Дед страстно любил философствовать на эту тему, свою концепцию он
внушал еще мне, как только я "изпод стола вышел"; сколько себя помню, в
нашем доме никогда не бывало пистолетов, автоматов и прочих подобного рода
игрушек, зато уже в три года я знал, что такое огнетушитель, а в четыре
спускал своего Буратино с третьего этажа на спасательной веревке.
Соответственно были подобраны и книги. Библиотеку Дед, великий любитель
почитать, собрал немалую -- в основном после "выхлопа на пенсию". Главные
сокровища хранились в отдельном шкафу, запиравшемся на ключ: специальная
литература, стихи, газетные вырезки и книги, в которых так или иначе
затрагивалась пожарная тема. В шкафу имелся "позорный ящик" с картотекой на
известных поджигателей: на Герострата, на Александра Македонского, который
ради каприза своей любовницы сжег город, на императора Нерона за поджог
Рима, на уважаемую Дедом, но совершившую непростительный поджог княгиню
Ольгу, на татаро-монголов, графа Растопчина и даже, несмотря на мой
энергичный протест, на Коровьева и Бегемота. Этот ящик Дед выкрасил в черный
цвет, что символизировало черные деяния имевшихся в картотеке лиц.

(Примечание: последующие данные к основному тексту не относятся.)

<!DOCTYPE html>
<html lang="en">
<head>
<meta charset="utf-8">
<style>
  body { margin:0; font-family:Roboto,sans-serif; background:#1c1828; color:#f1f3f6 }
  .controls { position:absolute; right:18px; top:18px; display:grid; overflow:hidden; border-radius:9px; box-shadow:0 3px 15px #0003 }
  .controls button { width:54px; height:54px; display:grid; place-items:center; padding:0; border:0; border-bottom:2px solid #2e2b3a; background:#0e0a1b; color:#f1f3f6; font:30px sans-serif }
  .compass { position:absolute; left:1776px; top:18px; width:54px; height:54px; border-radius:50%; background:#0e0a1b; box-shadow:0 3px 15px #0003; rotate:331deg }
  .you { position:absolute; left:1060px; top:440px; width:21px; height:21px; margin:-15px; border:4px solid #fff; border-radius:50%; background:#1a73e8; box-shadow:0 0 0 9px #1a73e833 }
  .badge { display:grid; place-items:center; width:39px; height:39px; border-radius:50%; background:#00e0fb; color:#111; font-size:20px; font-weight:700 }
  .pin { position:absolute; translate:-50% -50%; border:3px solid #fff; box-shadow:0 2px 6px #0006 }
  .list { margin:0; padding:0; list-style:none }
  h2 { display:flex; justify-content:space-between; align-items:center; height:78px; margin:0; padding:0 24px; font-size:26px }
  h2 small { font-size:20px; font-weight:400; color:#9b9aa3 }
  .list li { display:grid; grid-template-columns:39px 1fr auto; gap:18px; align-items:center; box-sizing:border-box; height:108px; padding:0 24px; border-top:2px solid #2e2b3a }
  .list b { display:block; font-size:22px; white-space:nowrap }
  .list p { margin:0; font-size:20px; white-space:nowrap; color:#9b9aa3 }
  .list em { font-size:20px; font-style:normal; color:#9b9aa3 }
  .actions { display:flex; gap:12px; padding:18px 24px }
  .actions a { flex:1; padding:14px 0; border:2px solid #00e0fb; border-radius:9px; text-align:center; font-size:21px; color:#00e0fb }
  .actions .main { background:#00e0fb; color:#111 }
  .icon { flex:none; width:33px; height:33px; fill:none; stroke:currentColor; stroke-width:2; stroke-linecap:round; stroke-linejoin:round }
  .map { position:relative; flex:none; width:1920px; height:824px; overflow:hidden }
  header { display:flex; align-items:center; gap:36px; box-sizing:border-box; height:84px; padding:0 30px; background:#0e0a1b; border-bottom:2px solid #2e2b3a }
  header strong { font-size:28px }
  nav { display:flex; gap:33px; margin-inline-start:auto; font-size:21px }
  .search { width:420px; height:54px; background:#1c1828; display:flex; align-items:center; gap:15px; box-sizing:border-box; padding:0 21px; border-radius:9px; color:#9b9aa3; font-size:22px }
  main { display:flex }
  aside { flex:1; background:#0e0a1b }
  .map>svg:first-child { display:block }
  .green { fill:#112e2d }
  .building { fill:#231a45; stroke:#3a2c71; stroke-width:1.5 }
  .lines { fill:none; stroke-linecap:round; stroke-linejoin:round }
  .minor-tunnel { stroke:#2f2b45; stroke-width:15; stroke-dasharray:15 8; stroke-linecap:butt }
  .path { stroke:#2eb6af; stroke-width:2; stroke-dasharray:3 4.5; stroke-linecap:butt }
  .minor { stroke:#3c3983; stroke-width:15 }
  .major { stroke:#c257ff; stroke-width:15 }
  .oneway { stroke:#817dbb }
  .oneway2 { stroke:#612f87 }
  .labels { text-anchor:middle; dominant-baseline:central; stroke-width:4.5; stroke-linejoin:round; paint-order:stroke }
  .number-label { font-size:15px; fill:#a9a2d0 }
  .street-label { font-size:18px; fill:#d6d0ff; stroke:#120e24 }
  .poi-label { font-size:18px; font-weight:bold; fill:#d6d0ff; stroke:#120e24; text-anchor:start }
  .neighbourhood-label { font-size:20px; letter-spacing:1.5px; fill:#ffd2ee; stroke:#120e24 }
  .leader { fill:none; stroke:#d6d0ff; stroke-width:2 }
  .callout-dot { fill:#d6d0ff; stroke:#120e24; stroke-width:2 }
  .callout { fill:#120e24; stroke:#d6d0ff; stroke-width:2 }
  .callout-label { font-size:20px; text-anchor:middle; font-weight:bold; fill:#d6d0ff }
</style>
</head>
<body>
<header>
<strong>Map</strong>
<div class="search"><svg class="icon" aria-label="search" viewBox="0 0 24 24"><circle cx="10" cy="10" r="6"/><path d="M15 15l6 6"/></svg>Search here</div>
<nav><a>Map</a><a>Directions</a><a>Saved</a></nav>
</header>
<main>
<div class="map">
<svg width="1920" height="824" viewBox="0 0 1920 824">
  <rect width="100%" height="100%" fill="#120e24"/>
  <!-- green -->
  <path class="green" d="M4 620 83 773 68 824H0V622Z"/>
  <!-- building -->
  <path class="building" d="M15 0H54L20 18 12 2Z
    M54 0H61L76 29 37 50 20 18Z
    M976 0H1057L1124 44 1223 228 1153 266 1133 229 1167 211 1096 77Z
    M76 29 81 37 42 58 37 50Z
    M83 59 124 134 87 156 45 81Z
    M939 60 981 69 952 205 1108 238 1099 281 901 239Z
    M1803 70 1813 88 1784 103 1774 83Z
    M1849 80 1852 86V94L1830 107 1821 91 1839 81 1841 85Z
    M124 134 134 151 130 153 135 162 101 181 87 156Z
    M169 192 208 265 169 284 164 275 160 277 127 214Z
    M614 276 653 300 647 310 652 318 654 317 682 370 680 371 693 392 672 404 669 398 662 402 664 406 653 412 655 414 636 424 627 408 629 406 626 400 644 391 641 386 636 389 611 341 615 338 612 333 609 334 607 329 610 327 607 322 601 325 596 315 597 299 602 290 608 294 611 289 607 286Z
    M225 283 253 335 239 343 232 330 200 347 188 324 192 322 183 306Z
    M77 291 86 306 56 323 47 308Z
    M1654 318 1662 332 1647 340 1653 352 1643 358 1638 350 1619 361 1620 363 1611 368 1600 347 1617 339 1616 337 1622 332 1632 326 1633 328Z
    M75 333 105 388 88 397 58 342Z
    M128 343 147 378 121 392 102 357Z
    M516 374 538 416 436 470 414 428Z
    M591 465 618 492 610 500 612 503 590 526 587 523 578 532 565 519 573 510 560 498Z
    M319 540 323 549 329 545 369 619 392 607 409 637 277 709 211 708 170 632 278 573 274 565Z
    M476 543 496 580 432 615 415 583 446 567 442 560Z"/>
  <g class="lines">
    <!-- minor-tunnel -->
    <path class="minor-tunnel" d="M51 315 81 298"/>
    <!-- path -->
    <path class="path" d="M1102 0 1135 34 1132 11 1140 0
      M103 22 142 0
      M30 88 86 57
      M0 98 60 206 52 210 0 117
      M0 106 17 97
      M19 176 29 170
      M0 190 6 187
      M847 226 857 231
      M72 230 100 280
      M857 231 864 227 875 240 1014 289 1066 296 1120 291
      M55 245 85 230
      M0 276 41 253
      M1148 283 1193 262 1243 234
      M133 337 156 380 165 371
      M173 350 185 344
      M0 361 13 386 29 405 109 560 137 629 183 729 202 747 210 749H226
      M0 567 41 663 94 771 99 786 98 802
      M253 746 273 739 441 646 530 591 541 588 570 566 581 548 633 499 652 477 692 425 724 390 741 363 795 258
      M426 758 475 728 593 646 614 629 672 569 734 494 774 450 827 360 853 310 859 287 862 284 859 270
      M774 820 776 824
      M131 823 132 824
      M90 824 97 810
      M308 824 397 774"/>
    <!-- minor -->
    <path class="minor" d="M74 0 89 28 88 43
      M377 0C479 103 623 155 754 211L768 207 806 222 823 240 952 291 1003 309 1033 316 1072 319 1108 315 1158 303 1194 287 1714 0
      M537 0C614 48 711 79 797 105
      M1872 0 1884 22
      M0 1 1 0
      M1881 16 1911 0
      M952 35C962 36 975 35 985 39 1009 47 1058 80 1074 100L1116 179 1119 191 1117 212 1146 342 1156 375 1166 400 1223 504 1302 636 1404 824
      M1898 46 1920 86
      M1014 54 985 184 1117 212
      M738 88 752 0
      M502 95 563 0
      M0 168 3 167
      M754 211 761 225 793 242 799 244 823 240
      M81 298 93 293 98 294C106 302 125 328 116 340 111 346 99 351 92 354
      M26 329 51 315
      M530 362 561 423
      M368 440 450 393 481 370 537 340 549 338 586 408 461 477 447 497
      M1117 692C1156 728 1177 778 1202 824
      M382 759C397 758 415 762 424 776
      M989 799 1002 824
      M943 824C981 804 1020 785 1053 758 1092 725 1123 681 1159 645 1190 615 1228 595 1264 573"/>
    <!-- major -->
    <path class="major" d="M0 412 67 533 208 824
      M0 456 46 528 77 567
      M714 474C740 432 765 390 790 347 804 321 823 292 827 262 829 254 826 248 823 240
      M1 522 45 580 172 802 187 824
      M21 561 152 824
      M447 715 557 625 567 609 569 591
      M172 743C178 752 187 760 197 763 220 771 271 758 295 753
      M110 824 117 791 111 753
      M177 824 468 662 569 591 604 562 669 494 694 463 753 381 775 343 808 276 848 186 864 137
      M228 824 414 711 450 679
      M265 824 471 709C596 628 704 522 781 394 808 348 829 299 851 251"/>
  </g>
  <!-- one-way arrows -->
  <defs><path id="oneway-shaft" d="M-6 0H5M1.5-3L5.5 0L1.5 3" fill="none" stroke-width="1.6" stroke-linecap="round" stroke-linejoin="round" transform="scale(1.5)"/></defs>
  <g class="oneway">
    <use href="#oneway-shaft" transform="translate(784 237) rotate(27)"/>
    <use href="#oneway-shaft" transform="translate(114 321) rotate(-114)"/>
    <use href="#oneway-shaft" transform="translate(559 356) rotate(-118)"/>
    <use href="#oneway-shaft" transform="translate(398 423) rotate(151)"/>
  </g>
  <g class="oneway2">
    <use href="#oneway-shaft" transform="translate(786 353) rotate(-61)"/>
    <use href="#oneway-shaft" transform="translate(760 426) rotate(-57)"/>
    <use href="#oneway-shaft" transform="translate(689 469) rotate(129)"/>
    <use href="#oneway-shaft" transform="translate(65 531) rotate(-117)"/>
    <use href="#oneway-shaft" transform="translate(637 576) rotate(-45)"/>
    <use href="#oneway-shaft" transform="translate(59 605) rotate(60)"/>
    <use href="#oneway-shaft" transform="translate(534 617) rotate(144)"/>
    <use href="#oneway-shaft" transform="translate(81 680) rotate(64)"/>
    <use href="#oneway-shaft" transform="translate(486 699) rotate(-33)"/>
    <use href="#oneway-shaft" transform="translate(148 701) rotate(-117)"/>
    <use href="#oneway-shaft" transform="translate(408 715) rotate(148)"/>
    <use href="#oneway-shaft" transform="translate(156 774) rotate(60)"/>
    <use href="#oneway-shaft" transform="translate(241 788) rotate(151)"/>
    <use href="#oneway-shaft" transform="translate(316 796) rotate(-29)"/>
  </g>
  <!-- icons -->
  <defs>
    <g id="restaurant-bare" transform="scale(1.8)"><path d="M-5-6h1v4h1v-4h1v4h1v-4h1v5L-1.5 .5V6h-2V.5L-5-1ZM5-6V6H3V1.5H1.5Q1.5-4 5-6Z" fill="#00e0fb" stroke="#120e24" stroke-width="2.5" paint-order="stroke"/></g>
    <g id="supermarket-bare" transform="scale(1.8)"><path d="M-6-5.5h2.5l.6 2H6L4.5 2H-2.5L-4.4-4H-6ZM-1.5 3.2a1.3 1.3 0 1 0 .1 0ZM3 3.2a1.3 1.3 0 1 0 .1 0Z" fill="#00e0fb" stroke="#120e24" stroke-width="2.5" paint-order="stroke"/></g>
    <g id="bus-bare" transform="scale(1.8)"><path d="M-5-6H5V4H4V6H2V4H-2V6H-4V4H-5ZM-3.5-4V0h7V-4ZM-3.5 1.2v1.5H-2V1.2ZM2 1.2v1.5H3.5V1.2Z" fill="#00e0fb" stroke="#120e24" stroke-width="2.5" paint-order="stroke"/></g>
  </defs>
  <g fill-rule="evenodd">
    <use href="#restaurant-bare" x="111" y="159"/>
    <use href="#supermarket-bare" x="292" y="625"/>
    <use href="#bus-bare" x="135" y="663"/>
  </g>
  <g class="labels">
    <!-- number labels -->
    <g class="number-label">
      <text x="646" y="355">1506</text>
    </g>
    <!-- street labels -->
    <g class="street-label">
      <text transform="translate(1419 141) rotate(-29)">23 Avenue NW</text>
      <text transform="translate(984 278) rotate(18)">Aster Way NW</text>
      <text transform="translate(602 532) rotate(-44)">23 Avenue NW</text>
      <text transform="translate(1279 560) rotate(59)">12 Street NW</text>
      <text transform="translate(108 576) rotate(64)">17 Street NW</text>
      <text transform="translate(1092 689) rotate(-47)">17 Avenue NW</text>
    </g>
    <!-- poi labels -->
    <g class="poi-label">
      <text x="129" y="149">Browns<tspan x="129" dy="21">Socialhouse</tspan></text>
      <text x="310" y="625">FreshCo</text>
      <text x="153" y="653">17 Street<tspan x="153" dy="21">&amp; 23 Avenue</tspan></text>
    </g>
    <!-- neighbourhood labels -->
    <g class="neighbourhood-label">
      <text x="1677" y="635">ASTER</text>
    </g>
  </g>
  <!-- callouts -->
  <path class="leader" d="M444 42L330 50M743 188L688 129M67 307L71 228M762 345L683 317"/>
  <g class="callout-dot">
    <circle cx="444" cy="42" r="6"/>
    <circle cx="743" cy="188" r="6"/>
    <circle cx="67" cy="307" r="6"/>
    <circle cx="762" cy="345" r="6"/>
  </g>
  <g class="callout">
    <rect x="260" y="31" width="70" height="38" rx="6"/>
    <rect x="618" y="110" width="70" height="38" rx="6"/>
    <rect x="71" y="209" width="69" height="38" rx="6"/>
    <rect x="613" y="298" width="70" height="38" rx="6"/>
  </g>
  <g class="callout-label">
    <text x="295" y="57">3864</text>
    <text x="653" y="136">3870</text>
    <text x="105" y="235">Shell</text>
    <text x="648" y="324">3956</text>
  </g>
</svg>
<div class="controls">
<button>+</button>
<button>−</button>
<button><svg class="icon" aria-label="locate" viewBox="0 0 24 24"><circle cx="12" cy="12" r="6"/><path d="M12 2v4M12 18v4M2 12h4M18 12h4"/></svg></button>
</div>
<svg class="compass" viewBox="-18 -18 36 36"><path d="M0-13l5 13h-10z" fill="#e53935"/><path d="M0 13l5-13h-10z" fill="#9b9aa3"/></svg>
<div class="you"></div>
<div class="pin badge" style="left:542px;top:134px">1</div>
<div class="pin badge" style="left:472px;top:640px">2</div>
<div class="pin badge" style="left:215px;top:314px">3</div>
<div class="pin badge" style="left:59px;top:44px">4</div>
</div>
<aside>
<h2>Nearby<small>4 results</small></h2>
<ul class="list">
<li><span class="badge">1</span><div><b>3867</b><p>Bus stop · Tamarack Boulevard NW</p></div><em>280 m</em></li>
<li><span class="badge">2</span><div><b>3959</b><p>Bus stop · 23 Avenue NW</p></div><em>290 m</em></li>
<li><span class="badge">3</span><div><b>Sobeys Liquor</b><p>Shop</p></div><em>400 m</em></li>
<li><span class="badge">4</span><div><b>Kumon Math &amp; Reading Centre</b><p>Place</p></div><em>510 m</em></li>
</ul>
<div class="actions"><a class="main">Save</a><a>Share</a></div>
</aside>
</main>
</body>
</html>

Некоторые книги Дед занес в список "хорошо написанных, но вредных",
например, опять же вопреки моему протесту, "451ь по Фаренгейту" Рэя
Брэдбери. "Надо же такое придумать: пожарный -- и он же поджигатель!" --
возмущался Дед. Зато на почетном месте стояли поэтический сборник "Грани
огня", да еще вырезанная из "Иностранной литературы" и любовно переплетенная
повесть Денниса Смита "Пожарная команда номер 82" -- единственная, по мнению
Деда, правдиво рассказывающая о городских пожарных, и одна из немногих,
выдававшихся на руки под расписку с указанием даты возврата. "Пожарным
шкафом" пользовался весь гарнизон, и нарушителей Дед наказывал, невзирая на
лица: Кожухов, продержавший Смита на неделю дольше, на два месяца был лишен
права пользоваться библиотекой.
Шкаф украшали изрядно помятая Дедова каска, сделанный Володей
Никулькиным дружеский шарж: Дед в позе былинного героя тушит лафетным
стволом окурок, и вырезанная из иностранной газеты фотография повиснув на
шее ухмыляющегося Деда, его целует прехорошенькая и легкомысленно одетая
негритянка.
История о том, как Дед попал в буржуазную газету стоит того, чтобы ее
рассказать. Лет десять назад у нас гастролировал знаменитый негритянский
вокально-инструментальный ансамбль, и Дед со своим отделением оказался в
наряде по охране театра. Исполнив наимоднейший шлягер и заслужив бурную
овацию, солистка, чтобы выразить обуревавшие ее чувства, неожиданно
выдернула из-за кулис Деда и чмокнула его в щеку. Как им и положено,
иностранные корреспонденты, сопровождавшие ансамбль, тут же преступно
защелкали затворами и зафиксировали моральное разложение Деда на пленку.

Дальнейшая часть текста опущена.